Please print every record exactly as it stands, leaving out the pictures.
(Beginning of Material supplied)
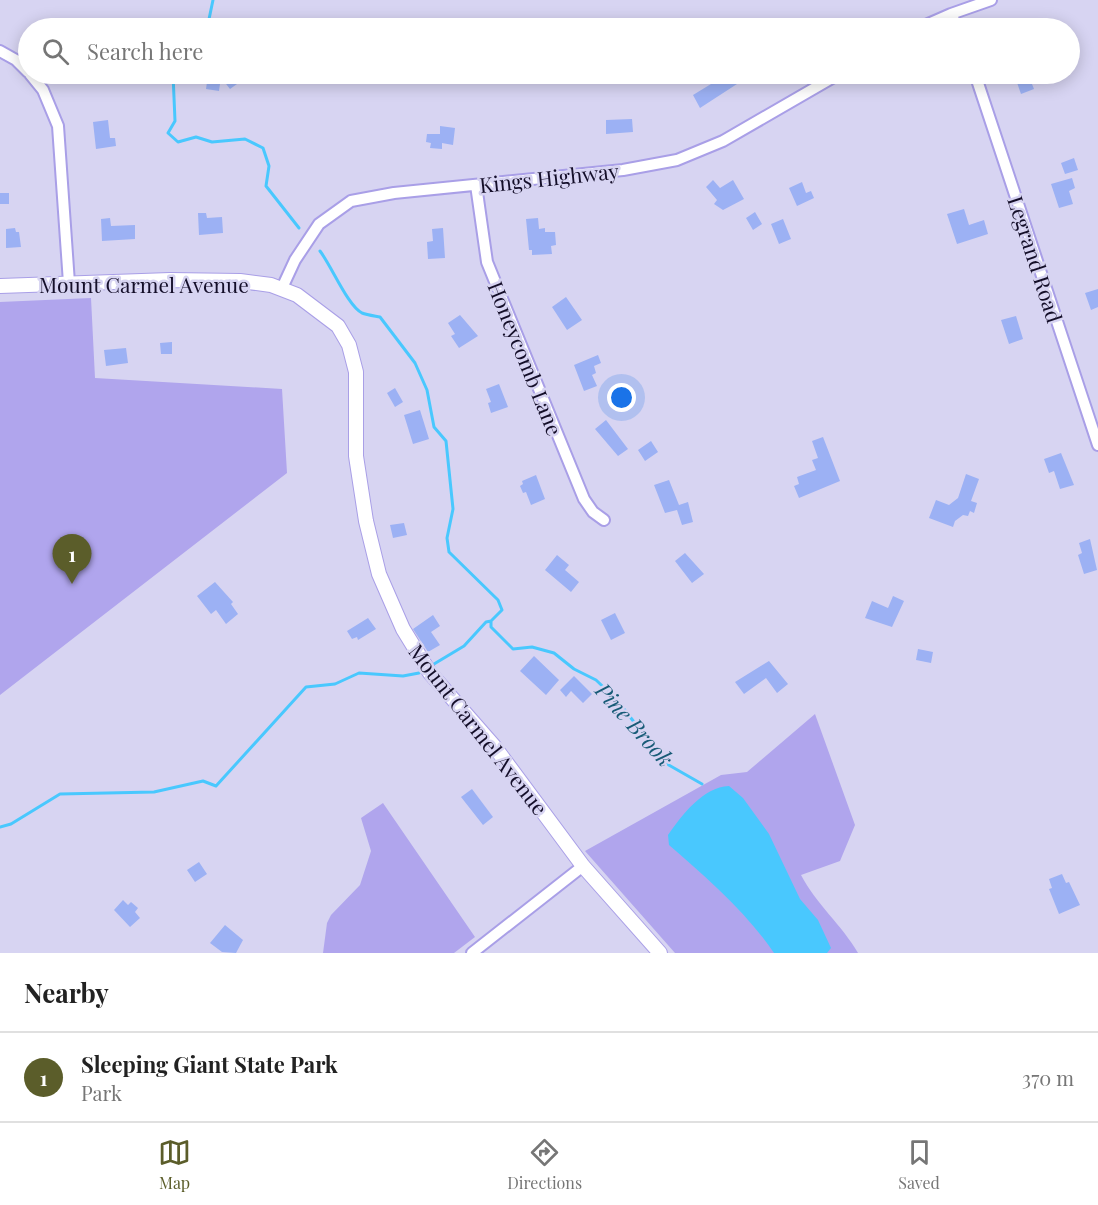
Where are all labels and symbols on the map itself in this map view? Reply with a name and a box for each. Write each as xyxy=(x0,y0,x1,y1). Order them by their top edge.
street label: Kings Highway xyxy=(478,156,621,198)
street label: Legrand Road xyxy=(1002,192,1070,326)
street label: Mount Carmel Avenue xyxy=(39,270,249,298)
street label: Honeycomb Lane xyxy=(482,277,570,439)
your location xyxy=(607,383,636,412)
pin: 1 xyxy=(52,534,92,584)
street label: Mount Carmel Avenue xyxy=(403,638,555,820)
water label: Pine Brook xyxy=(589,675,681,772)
(End of Material supplied)
▸ Result of this exercise
Where are all labels and symbols on the map itself in this map view? Reply with a name and a box for each. Write each as xyxy=(x0,y0,x1,y1). Order them by their top edge.
street label: Kings Highway xyxy=(478,156,621,198)
street label: Legrand Road xyxy=(1002,192,1070,326)
street label: Mount Carmel Avenue xyxy=(39,270,249,298)
street label: Honeycomb Lane xyxy=(482,277,570,439)
your location xyxy=(607,383,636,412)
pin: 1 xyxy=(52,534,92,584)
street label: Mount Carmel Avenue xyxy=(403,638,555,820)
water label: Pine Brook xyxy=(589,675,681,772)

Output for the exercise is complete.